Work required
If a line in the following entries holds the string "white", include it in the tally. State the total and nothing further.

⟨

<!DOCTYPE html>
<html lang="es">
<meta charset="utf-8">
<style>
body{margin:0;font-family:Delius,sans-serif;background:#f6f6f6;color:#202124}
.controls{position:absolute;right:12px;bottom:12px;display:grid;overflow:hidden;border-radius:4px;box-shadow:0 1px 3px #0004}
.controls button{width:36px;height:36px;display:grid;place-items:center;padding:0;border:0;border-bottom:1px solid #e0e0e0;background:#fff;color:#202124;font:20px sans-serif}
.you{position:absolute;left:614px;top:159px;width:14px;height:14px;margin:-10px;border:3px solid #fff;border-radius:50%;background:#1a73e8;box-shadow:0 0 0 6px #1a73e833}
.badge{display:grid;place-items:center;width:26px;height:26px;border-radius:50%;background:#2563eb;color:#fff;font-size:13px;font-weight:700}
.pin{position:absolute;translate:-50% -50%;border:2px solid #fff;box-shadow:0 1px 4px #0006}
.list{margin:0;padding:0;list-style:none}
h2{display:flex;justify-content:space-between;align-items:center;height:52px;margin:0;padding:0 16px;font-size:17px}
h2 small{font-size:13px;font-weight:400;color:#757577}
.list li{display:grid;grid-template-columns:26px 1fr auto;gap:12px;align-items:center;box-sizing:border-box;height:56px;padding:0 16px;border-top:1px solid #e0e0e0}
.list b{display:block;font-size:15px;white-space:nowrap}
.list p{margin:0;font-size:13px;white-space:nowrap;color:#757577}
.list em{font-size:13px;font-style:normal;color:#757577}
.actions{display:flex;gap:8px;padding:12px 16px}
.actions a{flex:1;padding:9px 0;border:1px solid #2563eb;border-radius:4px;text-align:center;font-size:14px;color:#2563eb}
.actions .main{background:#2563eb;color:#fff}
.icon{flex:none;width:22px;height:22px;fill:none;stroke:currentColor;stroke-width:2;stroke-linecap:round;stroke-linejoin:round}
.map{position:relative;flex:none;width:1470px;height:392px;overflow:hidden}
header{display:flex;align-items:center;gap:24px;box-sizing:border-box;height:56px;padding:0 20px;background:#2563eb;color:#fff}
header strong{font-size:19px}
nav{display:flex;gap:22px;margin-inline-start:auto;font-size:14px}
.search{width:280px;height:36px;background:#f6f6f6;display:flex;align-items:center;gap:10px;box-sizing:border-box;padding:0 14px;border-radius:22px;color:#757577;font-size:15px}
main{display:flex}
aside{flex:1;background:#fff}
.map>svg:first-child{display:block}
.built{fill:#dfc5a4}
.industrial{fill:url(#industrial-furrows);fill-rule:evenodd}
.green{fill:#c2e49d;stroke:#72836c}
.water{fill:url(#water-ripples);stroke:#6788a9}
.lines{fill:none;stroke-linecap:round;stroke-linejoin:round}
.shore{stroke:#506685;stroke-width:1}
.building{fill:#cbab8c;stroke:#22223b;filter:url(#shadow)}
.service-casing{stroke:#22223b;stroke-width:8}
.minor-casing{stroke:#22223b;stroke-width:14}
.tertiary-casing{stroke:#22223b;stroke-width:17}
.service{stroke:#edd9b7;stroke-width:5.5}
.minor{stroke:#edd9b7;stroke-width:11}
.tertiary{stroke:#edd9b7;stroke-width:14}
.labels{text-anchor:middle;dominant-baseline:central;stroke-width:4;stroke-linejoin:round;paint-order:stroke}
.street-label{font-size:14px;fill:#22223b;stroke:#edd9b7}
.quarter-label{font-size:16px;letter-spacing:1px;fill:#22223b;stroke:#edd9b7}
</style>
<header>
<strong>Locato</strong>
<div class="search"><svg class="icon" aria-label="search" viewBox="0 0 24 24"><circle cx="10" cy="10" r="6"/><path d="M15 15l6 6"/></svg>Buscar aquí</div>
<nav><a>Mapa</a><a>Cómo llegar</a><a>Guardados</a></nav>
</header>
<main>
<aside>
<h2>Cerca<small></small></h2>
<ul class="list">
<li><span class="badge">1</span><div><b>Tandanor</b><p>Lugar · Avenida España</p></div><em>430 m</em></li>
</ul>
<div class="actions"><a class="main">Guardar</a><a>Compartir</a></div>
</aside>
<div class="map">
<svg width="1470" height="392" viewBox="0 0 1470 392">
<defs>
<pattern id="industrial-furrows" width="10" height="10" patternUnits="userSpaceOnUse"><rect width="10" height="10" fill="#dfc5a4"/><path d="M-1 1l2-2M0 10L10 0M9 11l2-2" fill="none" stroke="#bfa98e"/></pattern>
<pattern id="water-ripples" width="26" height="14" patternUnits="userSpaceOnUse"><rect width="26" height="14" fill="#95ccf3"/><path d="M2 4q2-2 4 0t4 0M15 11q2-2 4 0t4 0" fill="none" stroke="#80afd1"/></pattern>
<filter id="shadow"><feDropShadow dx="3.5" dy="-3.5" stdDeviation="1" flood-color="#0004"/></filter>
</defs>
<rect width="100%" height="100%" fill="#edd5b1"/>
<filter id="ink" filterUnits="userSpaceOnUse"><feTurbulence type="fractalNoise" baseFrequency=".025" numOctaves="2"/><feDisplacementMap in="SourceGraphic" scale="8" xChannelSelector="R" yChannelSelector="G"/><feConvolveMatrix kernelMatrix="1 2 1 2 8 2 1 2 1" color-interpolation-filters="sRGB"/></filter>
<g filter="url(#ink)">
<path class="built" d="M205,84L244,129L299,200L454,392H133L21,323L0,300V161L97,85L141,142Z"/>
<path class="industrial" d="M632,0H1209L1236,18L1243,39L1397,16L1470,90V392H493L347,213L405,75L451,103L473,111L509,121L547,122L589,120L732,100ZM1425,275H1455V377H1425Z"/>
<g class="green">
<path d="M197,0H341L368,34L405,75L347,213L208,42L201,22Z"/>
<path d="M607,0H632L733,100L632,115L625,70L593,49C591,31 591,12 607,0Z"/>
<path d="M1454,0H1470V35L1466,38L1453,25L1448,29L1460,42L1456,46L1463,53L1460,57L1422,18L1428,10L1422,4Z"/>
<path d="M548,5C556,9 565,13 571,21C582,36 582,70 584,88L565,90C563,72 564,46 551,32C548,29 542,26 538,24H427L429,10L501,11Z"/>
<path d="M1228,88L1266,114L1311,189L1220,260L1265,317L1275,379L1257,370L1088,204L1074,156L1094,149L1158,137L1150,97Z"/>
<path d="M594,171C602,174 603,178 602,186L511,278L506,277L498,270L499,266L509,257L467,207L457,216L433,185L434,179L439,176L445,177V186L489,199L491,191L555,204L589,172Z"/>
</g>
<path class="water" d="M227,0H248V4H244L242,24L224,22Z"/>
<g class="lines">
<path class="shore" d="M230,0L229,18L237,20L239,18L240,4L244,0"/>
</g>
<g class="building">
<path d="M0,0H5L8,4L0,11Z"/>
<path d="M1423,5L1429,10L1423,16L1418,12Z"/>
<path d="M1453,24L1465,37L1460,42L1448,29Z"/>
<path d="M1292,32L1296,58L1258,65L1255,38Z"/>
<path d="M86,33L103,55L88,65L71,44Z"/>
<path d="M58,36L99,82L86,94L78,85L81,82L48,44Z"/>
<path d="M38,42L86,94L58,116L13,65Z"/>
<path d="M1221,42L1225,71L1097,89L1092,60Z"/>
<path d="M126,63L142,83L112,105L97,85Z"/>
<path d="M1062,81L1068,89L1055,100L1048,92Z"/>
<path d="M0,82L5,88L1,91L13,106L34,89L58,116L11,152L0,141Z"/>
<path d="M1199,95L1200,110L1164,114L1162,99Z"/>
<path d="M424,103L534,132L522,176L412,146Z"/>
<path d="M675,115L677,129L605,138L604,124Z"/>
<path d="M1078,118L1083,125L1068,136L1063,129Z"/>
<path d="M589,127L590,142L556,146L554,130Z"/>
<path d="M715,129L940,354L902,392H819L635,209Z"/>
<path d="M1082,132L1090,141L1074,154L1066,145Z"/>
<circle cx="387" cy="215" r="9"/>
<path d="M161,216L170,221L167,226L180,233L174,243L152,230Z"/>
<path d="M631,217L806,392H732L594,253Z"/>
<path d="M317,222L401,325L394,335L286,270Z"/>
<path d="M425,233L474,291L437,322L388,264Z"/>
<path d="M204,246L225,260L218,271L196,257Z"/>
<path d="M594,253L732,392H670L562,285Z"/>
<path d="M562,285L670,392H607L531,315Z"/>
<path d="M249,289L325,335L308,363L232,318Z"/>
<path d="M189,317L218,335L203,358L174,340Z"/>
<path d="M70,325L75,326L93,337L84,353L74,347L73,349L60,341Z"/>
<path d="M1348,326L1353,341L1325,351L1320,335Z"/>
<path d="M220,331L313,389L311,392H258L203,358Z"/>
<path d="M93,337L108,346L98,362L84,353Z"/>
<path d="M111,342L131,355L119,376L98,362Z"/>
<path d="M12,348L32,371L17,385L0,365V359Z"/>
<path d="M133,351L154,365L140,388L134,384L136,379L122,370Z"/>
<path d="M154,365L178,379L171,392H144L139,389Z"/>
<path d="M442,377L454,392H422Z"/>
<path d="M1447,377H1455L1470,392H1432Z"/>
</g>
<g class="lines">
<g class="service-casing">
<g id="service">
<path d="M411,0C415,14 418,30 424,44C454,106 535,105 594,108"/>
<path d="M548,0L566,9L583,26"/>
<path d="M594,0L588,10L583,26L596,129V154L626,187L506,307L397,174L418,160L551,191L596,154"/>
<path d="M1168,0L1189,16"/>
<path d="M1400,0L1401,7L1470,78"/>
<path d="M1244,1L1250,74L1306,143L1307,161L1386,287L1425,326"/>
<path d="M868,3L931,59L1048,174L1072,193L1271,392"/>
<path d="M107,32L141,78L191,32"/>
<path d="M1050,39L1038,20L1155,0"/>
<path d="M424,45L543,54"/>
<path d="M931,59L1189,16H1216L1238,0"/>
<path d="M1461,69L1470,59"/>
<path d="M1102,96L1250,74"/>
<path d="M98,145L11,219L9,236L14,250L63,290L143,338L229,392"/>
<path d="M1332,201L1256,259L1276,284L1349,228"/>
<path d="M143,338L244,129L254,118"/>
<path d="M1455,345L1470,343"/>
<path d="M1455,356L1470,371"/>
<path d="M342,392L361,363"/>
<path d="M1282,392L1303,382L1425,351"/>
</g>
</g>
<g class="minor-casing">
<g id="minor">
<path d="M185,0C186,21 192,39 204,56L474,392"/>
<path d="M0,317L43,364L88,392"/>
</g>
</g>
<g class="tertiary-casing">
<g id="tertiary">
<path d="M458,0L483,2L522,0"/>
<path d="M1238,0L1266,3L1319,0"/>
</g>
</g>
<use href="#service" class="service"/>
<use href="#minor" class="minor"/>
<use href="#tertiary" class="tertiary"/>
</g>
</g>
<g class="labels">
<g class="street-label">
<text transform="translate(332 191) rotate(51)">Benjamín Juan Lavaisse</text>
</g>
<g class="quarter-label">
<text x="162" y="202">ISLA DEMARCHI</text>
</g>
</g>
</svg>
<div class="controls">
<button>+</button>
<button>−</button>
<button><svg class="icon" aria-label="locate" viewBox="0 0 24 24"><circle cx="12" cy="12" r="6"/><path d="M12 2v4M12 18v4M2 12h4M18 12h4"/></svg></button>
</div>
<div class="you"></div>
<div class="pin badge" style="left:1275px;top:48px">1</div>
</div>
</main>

⟩

Solution for this task
2